In A General History of Music, Charles Burney repeatedly evoked the almost physiological impact that great singers exerted upon their opera audiences, capable of inducing swooning, hysteria or near-mystical exaltation. This concert performance of Giulio Cesare in Egitto at the Elbphilharmonie resulted in an evening that felt uncannily close to what Burney sought to describe: the embodiment – almost the reincarnation – of that volatile operatic electricity.

Il Pomo d’Oro’s playing was overwhelmingly muscular, everything unfolded under razor-sharp control. Dynamics were stacked with precision; crescendos accumulated in measured layers. Phrases were sculpted in short, incisive gestures, cut like gemstones and strung into a glittering necklace. The basso continuo painted a rich landscape, full of tense tremolos and pulsating energy. They reacted to the singers with spontaneity, turning recitatives into moments of genuine propulsion. Francesco Corti’s harpsichord playing remained vividly alive; rhythmically alert, subtly humorous and theatrically astute, at times echoing a singer’s phrase with a refreshing rephrasing.
Virtually every aria emerged as a tour de force. Jakub Józef Orliński’s Cesare, paired with Sandrine Piau’s Cleopatra, projected an unmistakable radiance. Orliński’s Cesare was noble, elegant, almost princely, less a figure of dusty history than a living modern star. At moments he playfully competed with the horns in dazzling exchanges. His seamless shifts between registers carried a palpable physical charge and, from the initial delicate pianissimo to the climactic forte, his control of breath and dynamic shading was utterly unrivalled. In the da capo returns, his embellishments were consistently inventive, sometimes subtly reshaping the metric profile to create a finely chiseled tension.

Sandrine Piau’s Cleopatra emerged as a seasoned veteran. From calculated allure to the abyss of apparent defeat and finally to radiant triumph, she shaped Cleopatra’s arc with sovereign control and emotional depth.
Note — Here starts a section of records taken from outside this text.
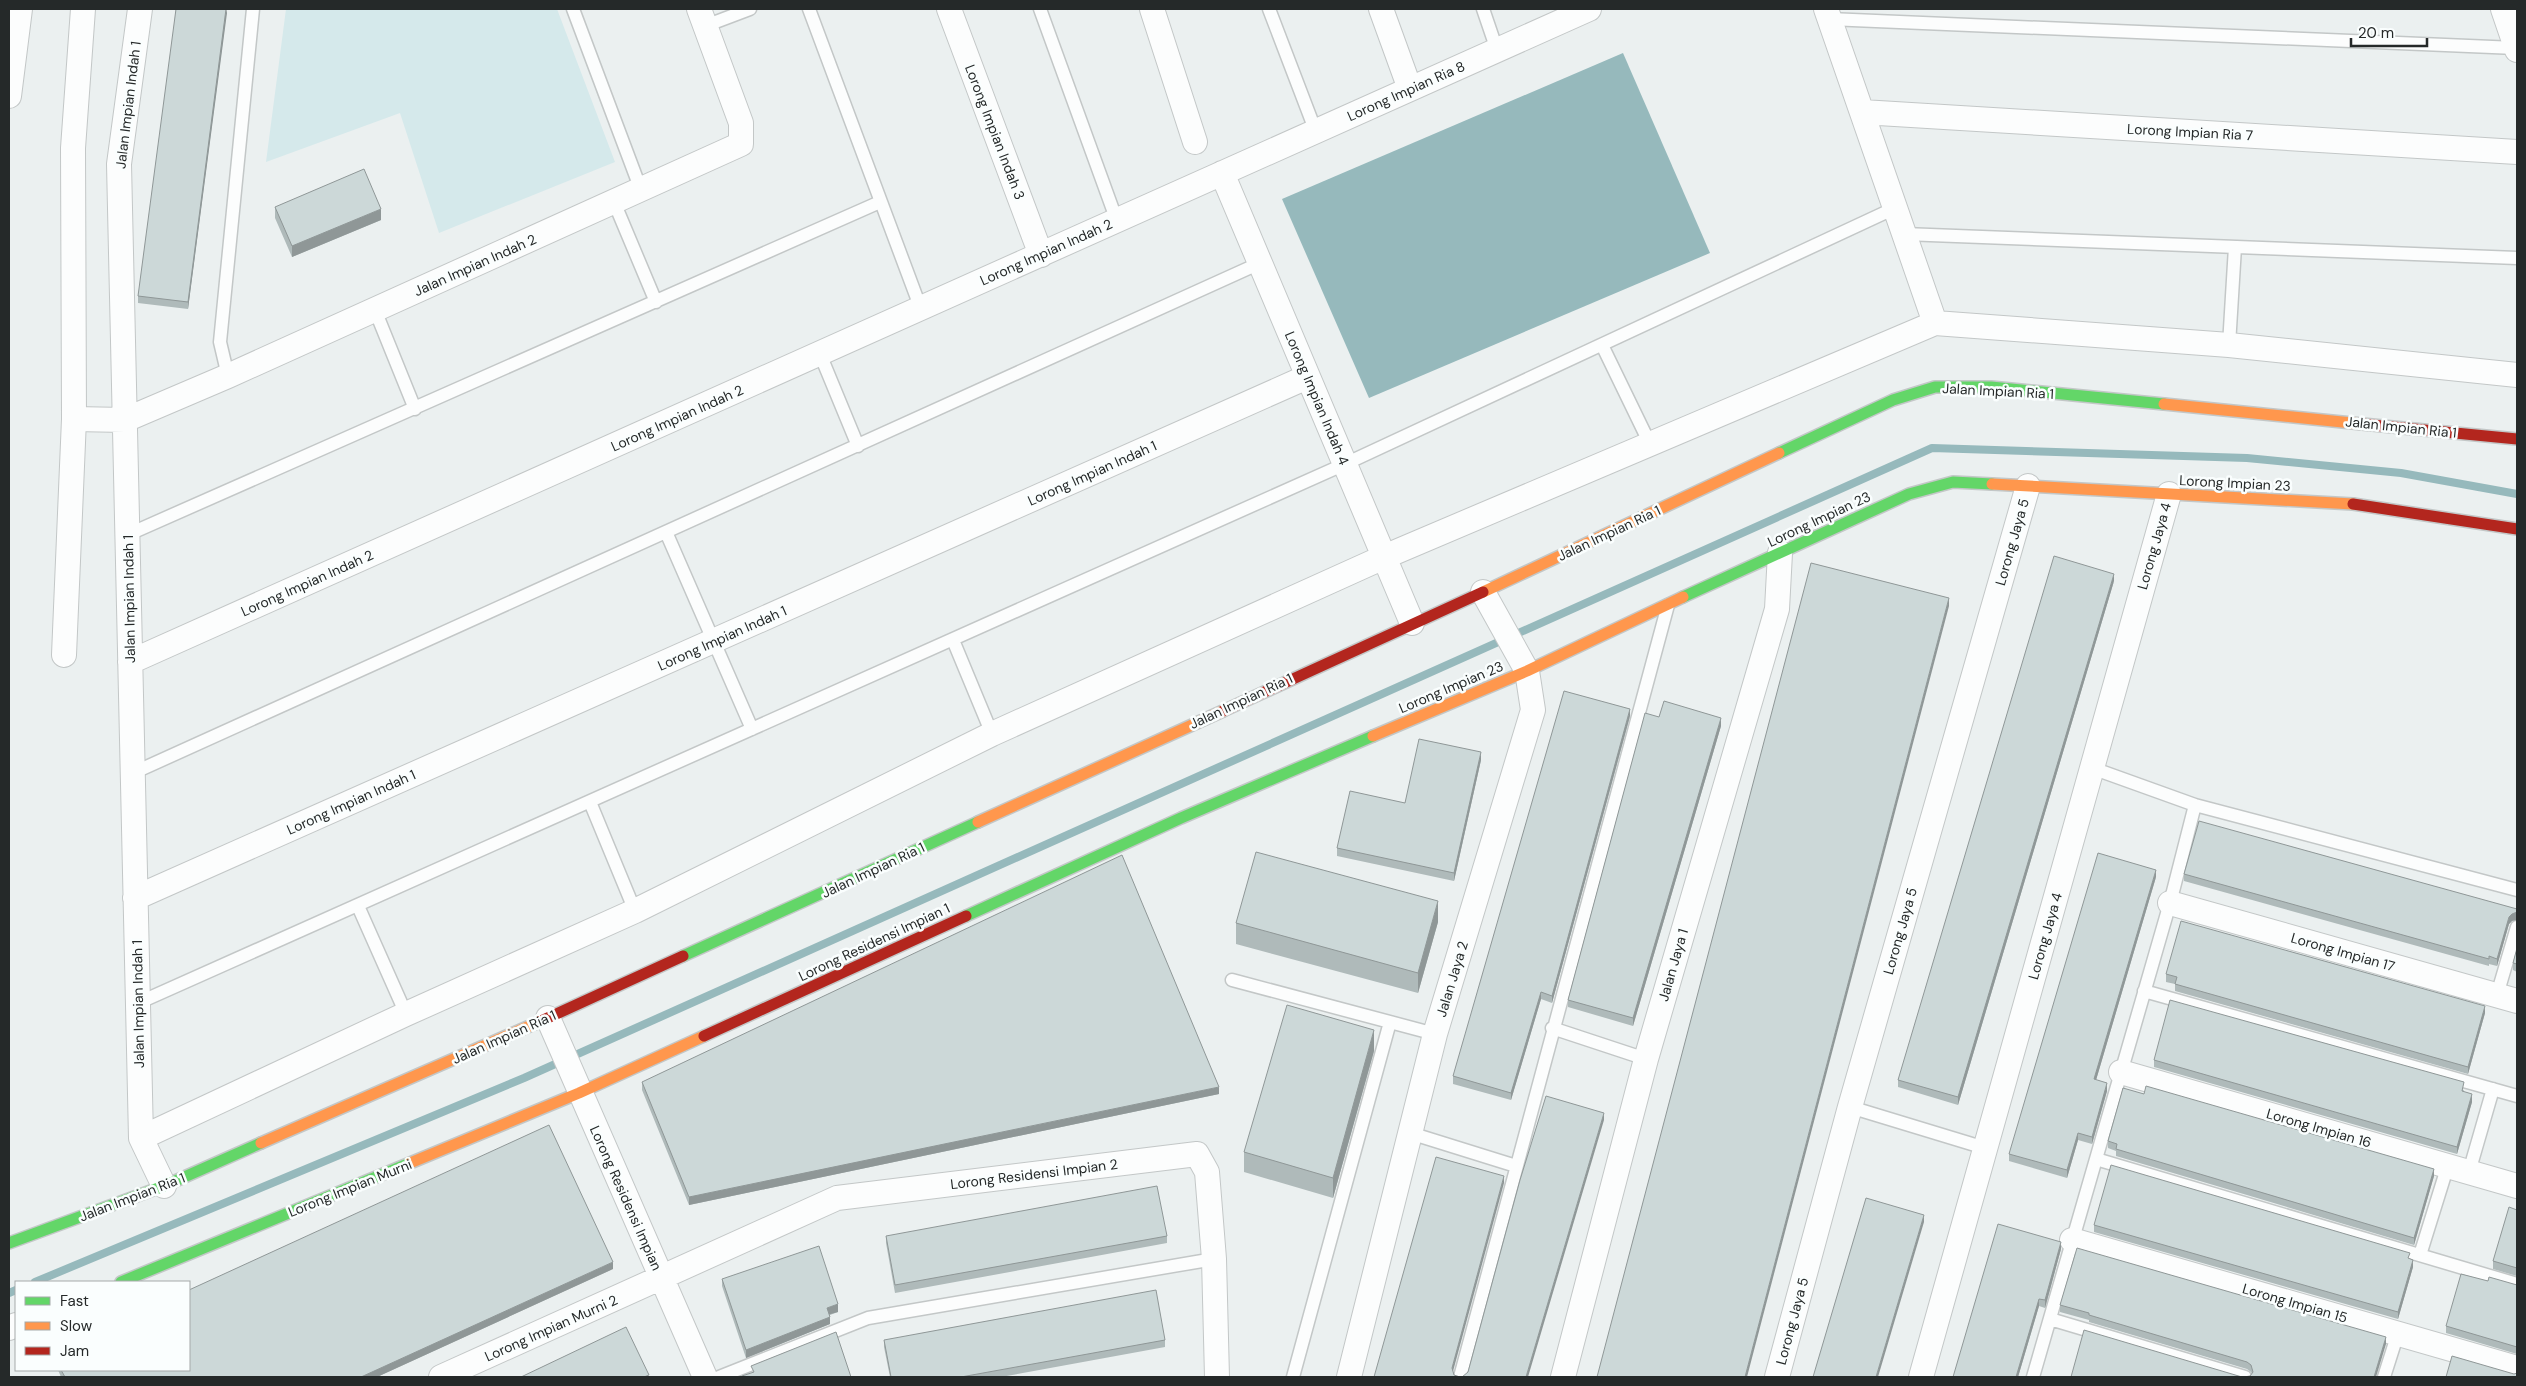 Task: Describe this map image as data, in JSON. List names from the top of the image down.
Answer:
{
  "streets": {
    "street": [
      "Lorong Impian Ria 8",
      "Jalan Impian Indah 1",
      "Lorong Impian Indah 3",
      "Lorong Impian Ria 7",
      "Lorong Impian Indah 2",
      "Jalan Impian Indah 2",
      "Jalan Impian Ria 1",
      "Lorong Impian Indah 4",
      "Lorong Impian Indah 1",
      "Lorong Impian 23",
      "Lorong Jaya 5",
      "Lorong Jaya 4",
      "Lorong Residensi Impian 1",
      "Lorong Impian 17",
      "Jalan Jaya 1",
      "Jalan Jaya 2",
      "Lorong Impian 16",
      "Lorong Residensi Impian 2",
      "Lorong Impian Murni",
      "Lorong Residensi Impian",
      "Lorong Impian 15",
      "Lorong Impian Murni 2"
    ]
  },
  "crossings": [
    ["Lorong Impian Ria 8", "Lorong Impian Indah 2"],
    ["Lorong Impian Ria 8", "Lorong Impian Indah 4"],
    ["Jalan Impian Indah 1", "Lorong Impian Indah 2"],
    ["Jalan Impian Indah 1", "Jalan Impian Indah 2"],
    ["Jalan Impian Indah 1", "Jalan Impian Ria 1"],
    ["Jalan Impian Indah 1", "Lorong Impian Indah 1"],
    ["Lorong Impian Indah 3", "Lorong Impian Indah 2"],
    ["Lorong Impian Indah 2", "Lorong Impian Indah 4"],
    ["Jalan Impian Ria 1", "Lorong Impian Indah 4"],
    ["Jalan Impian Ria 1", "Jalan Jaya 2"],
    ["Jalan Impian Ria 1", "Lorong Residensi Impian"],
    ["Lorong Impian Indah 4", "Lorong Impian Indah 1"],
    ["Lorong Impian 23", "Lorong Jaya 5"],
    ["Lorong Impian 23", "Lorong Jaya 4"],
    ["Lorong Impian 23", "Lorong Residensi Impian 1"],
    ["Lorong Impian 23", "Jalan Jaya 1"],
    ["Lorong Impian 23", "Jalan Jaya 2"],
    ["Lorong Residensi Impian 1", "Lorong Impian Murni"],
    ["Lorong Residensi Impian 1", "Lorong Residensi Impian"],
    ["Lorong Residensi Impian 2", "Lorong Residensi Impian"],
    ["Lorong Residensi Impian 2", "Lorong Impian Murni 2"],
    ["Lorong Impian Murni", "Lorong Residensi Impian"],
    ["Lorong Residensi Impian", "Lorong Impian Murni 2"]
  ],
  "legend": ["Fast", "Slow", "Jam"],
  "scale_bar": "20 m"
}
The character’s sensuality was never superficial, the partnership took on the subtle hue of an “older sister–younger brother” romance dynamic: her Cleopatra worldly and composed, set against a more youthful Cesare. Familiar arias were reborn through imaginative ornamentation and newly minted phrasings, proof of an artist who continues to reinvent from a position of mastery.
Rebecca Leggett’s Sesto and Beth Taylor’s Cornelia were bound together by shared grief and a fragile, hard-won resilience. Their Sicilian-rhythm duet unfolded with disarming sincerity, the two voices intertwining musically and psychologically, as mother and son clung to one another amid catastrophe. Taylor grounded the drama with gravitas and dignified sorrow. Her rich, dark-hued voice lent weight to Cornelia’s mourning, with flashes of vulnerability and sudden anger breaking through the surface. Leggett’s Sesto, by contrast, burned with youthful urgency. Her bright, focused mezzo carried a cutting immediacy, especially in the revenge arias, where rhythmic precision and dramatic commitment propelled the character forward. If the psychological arc from wounded boy to fully formed avenger was not entirely traced, the sheer vocal impact and emotional directness of her performance were undeniable.

Among the remaining male roles, Yuriy Mynenko’s Tolomeo was intriguingly unsettling. His agile countertenor captured the character’s volatility and capricious cruelty, even if one might have wished for a sharper edge of outright venom. Alex Rosen brought authority and vocal solidity to Achilla, projecting menace and ambition with darkly resonant command. Rémy Brès-Feuillet’s Nireno provided welcome suppleness and delight, while Marco Saccardin’s Curio offered firm and stylish support in his smaller role.
Ultimately, we can never fully inhabit the operatic splendour that Burney so vividly recorded, just as words today can scarcely capture the ecstatic intensity of this performance, already one of the definitive Baroque opera events of 2026.